X線分析装置などを手掛けるリガク・ホールディングスは6月26日、グループ会社であるリガクが、大阪府高槻市の自社工場ならびに山梨県韮崎市の協力会社である日邦プレシジョンの第6工場(PNP第6工場)において、半導体プロセス・コントロール機器の生産能力を増強したことを発表した。

  • リガク大阪工場のクリーンルームの様子

    リガク大阪工場のクリーンルームの様子(出所:リガク)

  • PNP第6工場

    PNP第6工場の組み立てエリアの様子(出所:リガク)

AI需要を背景に成長する半導体市場にけん引される形で、半導体製造装置ならびに検査装置市場も成長を続けている。また、プロセスのさらなる微細化に加え、3次元化、トランジスタ構造の変更などナノスケールオーダーで加工の複雑度が増しており、その状況を把握するための計測・評価の高精度化も求められるようになっている。

こうした市場背景を追い風にリガクのX線分析技術に対する期待も高まっている一方で、従来の生産体制ではそうした需要の高まりに対応が困難な状況となっていたという。

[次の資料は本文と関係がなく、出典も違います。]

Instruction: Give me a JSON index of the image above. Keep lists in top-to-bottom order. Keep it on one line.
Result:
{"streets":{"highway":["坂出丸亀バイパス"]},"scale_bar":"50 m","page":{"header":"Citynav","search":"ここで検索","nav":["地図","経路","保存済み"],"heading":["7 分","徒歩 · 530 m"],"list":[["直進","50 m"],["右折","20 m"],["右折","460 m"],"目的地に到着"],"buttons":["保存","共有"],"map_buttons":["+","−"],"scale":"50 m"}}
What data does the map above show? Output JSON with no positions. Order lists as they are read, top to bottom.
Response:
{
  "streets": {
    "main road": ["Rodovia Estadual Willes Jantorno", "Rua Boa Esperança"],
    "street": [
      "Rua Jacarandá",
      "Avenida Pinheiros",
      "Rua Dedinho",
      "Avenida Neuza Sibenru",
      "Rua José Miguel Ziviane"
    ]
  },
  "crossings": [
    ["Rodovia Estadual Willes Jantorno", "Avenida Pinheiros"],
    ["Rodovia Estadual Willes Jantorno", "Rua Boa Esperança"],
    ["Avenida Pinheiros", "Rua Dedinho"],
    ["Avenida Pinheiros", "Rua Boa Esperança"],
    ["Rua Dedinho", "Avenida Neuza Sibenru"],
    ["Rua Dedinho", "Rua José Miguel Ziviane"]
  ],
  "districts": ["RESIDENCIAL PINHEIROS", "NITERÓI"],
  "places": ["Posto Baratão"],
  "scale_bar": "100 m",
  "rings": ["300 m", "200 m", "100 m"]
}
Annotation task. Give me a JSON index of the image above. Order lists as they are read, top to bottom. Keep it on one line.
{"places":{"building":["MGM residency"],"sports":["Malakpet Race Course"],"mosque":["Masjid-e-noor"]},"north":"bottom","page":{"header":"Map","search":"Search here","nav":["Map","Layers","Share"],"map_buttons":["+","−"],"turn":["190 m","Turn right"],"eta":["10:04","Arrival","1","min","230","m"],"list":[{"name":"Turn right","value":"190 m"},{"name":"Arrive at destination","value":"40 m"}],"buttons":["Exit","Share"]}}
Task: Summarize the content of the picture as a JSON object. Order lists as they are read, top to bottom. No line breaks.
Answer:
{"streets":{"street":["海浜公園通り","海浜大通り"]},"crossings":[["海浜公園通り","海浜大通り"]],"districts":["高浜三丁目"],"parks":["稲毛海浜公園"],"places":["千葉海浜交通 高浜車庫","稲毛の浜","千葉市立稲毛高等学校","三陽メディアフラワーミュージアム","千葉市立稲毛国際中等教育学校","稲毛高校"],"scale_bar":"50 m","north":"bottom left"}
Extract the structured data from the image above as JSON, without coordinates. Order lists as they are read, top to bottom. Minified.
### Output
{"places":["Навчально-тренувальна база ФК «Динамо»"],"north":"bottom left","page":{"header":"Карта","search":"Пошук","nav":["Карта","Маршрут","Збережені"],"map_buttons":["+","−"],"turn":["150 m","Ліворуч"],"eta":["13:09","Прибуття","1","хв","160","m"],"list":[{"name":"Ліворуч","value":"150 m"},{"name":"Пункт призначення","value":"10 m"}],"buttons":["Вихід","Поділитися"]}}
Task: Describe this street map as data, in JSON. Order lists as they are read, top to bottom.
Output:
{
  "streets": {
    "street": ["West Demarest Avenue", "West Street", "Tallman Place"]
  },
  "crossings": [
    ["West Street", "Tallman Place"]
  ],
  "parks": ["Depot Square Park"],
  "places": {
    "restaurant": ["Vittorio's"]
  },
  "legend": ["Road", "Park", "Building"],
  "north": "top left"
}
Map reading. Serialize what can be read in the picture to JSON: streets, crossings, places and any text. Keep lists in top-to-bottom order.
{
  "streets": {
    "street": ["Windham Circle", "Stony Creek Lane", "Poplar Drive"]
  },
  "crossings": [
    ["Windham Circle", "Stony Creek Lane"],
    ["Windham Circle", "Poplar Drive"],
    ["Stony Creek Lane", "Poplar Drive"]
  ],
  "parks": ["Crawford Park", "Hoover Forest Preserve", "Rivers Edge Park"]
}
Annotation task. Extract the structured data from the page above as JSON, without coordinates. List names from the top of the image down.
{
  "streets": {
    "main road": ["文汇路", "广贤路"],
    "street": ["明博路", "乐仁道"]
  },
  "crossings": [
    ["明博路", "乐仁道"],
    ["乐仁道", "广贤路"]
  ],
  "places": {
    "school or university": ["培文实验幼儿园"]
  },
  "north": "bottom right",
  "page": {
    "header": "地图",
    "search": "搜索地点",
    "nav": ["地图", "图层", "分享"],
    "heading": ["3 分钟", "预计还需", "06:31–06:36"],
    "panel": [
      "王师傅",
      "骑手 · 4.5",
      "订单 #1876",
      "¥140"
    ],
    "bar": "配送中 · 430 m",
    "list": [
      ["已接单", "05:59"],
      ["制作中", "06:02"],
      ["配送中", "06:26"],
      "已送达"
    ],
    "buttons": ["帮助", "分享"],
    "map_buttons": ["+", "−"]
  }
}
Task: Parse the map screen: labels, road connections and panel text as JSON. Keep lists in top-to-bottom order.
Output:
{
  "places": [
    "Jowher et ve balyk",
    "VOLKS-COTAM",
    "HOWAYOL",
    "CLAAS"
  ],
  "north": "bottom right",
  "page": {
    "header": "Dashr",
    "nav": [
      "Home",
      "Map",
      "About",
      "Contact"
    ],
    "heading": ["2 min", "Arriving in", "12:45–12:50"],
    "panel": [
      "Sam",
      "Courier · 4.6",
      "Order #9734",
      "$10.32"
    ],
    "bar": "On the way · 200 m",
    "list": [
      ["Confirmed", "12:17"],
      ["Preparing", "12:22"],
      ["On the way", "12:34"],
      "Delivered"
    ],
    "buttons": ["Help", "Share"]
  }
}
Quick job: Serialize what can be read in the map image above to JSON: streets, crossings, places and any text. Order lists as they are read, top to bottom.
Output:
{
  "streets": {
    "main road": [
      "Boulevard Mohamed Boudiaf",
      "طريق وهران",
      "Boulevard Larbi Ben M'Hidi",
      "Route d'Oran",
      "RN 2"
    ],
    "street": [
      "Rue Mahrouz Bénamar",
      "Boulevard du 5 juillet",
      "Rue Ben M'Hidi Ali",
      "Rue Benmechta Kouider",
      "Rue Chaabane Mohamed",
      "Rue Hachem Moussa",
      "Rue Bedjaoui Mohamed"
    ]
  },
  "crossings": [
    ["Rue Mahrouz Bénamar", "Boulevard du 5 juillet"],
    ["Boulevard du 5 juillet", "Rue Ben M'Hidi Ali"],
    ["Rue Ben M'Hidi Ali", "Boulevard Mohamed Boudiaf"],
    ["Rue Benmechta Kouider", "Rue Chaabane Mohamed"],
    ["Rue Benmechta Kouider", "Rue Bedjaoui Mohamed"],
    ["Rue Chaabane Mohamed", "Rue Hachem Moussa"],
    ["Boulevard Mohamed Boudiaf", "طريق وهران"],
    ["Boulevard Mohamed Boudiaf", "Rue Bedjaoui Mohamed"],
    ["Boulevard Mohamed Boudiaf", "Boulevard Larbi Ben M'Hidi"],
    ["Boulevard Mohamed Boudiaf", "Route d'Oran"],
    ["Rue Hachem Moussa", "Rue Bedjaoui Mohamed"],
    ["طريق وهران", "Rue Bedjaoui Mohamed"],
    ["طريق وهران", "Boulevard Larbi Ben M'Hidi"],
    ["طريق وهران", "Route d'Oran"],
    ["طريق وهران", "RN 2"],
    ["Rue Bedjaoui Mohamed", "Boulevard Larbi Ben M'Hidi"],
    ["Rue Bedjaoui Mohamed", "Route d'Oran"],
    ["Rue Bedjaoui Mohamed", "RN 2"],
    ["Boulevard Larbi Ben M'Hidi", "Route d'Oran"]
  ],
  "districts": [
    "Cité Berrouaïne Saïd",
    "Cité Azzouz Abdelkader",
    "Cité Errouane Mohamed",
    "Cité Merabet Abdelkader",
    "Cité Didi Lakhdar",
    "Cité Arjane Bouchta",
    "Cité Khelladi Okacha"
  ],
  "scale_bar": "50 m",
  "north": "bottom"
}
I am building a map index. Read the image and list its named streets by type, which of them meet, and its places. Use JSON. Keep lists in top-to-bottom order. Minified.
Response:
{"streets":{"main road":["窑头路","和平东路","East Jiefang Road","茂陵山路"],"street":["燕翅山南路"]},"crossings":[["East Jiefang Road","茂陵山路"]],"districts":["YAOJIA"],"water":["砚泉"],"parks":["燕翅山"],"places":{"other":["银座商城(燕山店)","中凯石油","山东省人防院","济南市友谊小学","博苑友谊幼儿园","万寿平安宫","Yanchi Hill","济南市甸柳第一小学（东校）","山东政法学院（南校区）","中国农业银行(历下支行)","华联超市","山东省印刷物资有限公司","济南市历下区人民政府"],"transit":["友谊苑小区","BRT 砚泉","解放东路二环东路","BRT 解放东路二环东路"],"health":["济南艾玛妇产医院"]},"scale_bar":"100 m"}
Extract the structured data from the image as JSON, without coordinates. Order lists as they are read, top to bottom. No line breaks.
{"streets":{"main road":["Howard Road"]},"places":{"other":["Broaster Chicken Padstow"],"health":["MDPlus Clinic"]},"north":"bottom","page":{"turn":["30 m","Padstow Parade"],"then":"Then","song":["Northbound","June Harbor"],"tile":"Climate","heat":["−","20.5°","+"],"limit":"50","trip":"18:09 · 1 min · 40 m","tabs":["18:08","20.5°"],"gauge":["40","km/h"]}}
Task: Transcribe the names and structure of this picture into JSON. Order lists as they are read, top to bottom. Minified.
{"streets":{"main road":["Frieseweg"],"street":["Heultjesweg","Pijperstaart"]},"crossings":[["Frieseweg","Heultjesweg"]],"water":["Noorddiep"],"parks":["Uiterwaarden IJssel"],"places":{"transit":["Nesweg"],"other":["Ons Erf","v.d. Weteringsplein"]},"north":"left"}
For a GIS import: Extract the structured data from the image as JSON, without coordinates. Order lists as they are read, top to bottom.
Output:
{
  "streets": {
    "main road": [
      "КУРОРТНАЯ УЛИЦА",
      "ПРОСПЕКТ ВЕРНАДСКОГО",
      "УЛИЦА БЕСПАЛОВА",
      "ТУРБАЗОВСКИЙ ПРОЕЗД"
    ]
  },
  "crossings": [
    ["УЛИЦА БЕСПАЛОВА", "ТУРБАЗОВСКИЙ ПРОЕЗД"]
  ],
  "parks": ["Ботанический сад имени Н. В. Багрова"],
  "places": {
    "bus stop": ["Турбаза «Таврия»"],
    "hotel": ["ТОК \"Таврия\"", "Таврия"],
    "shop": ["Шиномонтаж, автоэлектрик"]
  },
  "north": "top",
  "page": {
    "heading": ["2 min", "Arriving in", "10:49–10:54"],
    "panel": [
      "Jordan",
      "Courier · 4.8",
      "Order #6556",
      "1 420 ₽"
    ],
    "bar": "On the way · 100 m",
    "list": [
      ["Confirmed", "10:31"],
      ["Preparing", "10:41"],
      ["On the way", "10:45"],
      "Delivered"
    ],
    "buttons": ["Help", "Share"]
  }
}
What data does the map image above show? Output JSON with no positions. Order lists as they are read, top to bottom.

2025年第4四半期には台数ベースで生産能力を前年同期比50%増に引き上げ

今回の生産能力増強はそうした需要の拡大に対応することを目的に実施されたもの。具体的には、組み立て・検査エリアの面積が約2倍に拡大されたという。これにより、同社では2025年5月に竣工したリガクの主力生産拠点である山梨工場の新製造棟の稼働によるX線源・検出器などといったX線の重要部品の生産能力増強と併せて、2025年第4四半期には半導体プロセス・コントロール機器全体の生産能力を台数ベースで前年同期比約50%増にまで引き上げるとしているほか、その後も需要に応じて設備の拡充を進めていくことで、2027年までにさらに2024年第4四半期比で50%の能力増強を図ることも計画しているとする。

なお、同社ではこれらの取り組みにより、半導体プロセス・コントロール機器の売り上げが、2025年第4四半期に伸長することが期待されており、通期でも計画通り前年比20%程度の成長を見込むとしている。